> **Problem details**
List, from the lines below, each one with "check" in it.

══ Entries supplied

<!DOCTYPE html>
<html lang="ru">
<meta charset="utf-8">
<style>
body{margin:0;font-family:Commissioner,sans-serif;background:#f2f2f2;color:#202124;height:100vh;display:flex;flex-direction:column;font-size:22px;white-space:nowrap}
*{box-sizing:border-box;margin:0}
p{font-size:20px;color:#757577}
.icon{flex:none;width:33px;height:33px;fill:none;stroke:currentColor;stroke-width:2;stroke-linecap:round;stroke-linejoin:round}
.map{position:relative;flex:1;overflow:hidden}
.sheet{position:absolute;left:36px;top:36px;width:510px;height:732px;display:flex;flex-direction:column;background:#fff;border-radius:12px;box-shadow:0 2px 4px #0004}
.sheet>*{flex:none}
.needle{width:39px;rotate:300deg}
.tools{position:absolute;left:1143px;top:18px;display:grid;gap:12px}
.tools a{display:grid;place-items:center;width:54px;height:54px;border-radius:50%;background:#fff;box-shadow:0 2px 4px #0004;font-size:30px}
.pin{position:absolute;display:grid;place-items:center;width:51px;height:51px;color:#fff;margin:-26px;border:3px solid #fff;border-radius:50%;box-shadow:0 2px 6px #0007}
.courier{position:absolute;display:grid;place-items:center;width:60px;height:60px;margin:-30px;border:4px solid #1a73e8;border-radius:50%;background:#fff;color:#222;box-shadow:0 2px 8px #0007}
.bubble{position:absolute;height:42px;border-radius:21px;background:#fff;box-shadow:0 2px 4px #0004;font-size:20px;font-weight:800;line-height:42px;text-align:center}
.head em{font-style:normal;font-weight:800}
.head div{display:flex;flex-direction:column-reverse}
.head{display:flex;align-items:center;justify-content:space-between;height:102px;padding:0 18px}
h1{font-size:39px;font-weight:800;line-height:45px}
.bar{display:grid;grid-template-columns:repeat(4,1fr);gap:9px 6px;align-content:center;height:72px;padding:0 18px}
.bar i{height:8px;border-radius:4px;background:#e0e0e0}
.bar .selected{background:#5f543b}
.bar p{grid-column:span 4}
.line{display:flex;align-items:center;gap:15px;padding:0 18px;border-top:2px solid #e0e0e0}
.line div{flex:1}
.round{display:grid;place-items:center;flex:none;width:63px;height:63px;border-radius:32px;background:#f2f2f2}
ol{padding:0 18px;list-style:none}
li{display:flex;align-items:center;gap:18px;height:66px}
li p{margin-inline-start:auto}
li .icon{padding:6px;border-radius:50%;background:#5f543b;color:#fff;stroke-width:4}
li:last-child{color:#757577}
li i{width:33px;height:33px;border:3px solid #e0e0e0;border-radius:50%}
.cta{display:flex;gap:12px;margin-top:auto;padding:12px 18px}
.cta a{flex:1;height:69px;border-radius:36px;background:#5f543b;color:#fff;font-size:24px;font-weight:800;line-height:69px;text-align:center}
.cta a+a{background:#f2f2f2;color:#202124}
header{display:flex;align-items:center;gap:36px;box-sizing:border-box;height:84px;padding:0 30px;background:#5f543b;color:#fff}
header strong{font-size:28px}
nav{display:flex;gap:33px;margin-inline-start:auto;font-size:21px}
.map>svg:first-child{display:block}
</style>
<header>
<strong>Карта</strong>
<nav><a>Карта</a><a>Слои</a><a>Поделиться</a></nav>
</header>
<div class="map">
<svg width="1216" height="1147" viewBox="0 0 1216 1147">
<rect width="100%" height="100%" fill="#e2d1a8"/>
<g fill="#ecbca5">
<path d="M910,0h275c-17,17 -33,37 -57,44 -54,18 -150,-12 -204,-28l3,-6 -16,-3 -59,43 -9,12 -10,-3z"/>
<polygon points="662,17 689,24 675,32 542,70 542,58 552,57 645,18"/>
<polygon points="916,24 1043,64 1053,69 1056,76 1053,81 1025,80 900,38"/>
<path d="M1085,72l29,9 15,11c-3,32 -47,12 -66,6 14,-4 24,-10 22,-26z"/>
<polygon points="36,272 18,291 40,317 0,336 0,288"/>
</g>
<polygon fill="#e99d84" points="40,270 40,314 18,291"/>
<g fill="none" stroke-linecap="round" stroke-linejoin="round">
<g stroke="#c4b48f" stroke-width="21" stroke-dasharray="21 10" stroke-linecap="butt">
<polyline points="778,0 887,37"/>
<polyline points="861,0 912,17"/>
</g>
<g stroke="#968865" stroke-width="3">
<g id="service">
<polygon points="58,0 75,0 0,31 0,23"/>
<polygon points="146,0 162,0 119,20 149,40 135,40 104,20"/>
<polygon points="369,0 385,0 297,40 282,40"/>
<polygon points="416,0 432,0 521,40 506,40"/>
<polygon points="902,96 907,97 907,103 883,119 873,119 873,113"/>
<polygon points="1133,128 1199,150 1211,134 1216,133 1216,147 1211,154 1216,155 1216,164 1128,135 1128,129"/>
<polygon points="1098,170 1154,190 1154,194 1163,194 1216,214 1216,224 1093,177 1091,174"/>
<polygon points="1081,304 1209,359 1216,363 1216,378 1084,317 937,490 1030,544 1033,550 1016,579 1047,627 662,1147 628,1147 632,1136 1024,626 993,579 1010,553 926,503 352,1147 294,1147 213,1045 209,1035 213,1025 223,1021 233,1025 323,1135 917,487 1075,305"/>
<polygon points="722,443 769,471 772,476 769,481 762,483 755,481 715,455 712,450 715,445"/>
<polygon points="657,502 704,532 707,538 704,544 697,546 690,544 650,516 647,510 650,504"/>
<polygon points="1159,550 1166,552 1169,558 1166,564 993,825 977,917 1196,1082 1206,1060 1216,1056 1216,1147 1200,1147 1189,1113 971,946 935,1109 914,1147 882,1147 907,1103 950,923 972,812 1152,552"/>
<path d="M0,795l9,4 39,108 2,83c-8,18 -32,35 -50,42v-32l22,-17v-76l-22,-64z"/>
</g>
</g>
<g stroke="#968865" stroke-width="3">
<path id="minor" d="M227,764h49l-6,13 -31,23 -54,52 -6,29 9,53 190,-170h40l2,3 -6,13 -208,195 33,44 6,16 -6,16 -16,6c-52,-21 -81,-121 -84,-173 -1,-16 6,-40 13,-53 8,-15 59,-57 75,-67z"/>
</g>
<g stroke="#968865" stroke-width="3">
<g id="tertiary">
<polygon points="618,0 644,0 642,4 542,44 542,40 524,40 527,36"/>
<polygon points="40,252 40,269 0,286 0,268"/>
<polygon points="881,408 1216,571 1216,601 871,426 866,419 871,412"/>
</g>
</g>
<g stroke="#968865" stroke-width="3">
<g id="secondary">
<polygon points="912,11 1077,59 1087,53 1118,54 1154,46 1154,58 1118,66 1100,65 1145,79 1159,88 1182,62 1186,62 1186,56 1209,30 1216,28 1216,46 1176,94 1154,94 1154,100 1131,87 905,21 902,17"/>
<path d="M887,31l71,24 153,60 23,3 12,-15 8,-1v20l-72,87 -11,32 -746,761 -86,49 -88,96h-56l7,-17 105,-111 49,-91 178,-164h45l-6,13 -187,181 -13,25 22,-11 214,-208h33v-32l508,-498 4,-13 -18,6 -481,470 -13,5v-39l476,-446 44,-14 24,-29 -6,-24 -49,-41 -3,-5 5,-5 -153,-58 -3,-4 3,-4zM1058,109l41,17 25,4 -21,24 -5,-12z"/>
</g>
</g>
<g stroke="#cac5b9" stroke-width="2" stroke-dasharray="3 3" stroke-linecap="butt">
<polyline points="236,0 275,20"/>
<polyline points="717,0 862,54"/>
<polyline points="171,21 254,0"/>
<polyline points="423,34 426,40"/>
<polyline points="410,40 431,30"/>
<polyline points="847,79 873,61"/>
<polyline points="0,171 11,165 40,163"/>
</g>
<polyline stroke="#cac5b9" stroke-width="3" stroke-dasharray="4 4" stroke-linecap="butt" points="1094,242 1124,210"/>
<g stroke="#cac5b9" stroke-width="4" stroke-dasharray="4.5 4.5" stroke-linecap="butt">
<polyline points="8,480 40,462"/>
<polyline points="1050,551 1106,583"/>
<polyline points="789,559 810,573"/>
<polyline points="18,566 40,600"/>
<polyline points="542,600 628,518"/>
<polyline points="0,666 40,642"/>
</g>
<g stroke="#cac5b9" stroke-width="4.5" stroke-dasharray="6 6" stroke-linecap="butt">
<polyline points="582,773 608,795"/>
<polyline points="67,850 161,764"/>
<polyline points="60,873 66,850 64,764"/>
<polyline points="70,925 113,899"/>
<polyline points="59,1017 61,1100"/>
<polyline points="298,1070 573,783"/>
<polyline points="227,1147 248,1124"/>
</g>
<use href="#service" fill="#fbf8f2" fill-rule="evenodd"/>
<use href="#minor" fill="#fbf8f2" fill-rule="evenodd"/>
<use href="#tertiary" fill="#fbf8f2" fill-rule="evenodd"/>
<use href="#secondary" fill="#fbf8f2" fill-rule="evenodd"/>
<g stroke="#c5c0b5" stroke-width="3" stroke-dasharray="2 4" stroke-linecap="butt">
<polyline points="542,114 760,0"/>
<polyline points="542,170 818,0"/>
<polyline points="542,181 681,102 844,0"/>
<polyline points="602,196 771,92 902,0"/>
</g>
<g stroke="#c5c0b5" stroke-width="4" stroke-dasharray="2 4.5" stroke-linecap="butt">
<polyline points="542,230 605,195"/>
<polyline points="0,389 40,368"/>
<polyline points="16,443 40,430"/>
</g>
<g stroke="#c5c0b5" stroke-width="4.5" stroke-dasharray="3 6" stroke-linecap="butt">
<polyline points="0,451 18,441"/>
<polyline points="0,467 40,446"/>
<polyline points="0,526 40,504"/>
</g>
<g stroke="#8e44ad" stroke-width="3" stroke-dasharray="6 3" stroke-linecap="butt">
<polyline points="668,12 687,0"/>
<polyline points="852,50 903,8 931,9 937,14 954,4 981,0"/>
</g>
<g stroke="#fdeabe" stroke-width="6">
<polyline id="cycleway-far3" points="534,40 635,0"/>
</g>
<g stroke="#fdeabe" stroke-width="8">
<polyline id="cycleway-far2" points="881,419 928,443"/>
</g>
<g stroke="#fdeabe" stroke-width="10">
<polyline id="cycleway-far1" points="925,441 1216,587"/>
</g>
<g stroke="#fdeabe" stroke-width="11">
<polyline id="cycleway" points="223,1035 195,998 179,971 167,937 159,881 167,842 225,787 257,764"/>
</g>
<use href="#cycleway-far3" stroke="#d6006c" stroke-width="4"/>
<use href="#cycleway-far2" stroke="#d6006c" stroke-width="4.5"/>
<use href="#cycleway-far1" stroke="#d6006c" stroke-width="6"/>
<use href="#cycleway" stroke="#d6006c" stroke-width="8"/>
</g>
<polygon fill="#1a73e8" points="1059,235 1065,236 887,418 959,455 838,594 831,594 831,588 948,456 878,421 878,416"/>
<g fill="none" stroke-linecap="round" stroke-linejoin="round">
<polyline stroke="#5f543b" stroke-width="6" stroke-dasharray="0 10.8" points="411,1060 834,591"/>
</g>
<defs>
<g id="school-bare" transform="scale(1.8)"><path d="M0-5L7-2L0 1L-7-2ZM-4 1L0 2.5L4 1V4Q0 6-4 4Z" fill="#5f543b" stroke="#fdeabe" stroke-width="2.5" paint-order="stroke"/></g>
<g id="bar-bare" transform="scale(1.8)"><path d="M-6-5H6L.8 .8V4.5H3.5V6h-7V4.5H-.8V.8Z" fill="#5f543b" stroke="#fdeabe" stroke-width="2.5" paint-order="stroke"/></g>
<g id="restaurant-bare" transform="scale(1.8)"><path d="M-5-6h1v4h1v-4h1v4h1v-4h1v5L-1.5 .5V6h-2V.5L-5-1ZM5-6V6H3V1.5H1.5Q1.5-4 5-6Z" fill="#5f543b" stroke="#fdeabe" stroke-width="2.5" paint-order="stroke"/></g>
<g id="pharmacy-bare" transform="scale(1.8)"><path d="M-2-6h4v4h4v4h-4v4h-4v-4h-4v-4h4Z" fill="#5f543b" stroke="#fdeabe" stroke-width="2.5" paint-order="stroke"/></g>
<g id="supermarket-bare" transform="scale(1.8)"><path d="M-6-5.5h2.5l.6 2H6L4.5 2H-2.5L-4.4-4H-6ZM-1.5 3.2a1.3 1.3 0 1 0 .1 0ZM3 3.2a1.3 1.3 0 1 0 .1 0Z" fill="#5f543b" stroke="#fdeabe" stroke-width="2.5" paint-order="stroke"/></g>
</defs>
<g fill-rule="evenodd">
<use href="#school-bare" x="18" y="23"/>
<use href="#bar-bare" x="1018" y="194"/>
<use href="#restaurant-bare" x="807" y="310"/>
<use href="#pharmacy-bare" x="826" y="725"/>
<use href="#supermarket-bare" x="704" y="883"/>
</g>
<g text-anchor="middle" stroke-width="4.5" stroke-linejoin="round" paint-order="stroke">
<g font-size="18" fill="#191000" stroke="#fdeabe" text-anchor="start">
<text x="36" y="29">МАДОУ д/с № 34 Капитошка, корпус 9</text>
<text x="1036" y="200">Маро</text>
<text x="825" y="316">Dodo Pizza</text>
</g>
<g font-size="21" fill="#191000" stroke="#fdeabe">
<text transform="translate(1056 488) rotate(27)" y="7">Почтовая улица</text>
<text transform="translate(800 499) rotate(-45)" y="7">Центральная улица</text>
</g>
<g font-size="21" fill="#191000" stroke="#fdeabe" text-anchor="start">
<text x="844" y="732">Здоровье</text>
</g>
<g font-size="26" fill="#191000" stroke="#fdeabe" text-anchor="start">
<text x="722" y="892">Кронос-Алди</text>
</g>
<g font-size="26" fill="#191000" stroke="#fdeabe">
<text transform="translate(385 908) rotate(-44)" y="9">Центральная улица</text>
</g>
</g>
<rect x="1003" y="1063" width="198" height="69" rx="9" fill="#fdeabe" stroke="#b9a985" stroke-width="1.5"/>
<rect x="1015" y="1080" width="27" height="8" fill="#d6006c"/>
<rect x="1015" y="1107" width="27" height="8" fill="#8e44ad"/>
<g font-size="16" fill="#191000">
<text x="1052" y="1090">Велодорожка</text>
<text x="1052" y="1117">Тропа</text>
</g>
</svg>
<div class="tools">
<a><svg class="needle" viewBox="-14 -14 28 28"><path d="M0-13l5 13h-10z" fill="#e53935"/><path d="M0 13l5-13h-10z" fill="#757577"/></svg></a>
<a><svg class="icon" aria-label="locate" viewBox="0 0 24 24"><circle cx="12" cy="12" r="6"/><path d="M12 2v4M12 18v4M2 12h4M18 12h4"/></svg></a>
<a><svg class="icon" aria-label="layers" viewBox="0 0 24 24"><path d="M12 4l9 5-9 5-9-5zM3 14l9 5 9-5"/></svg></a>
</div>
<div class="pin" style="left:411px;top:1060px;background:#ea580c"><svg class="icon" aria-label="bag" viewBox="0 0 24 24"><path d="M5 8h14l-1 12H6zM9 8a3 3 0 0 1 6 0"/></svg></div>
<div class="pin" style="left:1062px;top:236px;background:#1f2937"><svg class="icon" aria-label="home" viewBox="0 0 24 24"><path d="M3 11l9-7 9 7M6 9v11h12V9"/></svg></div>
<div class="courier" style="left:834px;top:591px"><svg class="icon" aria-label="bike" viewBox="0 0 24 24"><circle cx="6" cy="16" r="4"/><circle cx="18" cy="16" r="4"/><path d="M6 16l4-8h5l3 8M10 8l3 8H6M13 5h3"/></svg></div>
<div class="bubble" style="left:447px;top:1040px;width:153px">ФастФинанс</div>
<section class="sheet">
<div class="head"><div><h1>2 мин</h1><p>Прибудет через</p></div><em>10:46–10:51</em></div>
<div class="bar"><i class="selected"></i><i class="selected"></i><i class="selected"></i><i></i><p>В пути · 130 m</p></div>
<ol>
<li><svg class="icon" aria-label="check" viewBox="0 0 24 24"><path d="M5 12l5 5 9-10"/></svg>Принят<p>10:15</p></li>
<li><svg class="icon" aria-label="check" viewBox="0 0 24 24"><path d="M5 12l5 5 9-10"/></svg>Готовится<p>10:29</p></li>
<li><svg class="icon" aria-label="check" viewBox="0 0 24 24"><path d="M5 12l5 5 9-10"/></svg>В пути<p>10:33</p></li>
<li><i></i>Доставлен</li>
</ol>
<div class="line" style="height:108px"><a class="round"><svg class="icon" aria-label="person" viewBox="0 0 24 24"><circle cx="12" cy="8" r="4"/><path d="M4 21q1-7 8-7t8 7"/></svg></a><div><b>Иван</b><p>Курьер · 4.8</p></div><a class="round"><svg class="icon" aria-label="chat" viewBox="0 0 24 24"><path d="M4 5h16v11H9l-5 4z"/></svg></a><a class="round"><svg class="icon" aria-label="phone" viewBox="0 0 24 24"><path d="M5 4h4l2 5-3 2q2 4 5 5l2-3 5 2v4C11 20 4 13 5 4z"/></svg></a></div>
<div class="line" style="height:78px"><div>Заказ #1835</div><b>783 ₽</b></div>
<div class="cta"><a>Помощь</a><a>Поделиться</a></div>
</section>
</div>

════

> **Exercise solution**
<li><svg class="icon" aria-label="check" viewBox="0 0 24 24"><path d="M5 12l5 5 9-10"/></svg>Принят<p>10:15</p></li>
<li><svg class="icon" aria-label="check" viewBox="0 0 24 24"><path d="M5 12l5 5 9-10"/></svg>Готовится<p>10:29</p></li>
<li><svg class="icon" aria-label="check" viewBox="0 0 24 24"><path d="M5 12l5 5 9-10"/></svg>В пути<p>10:33</p></li>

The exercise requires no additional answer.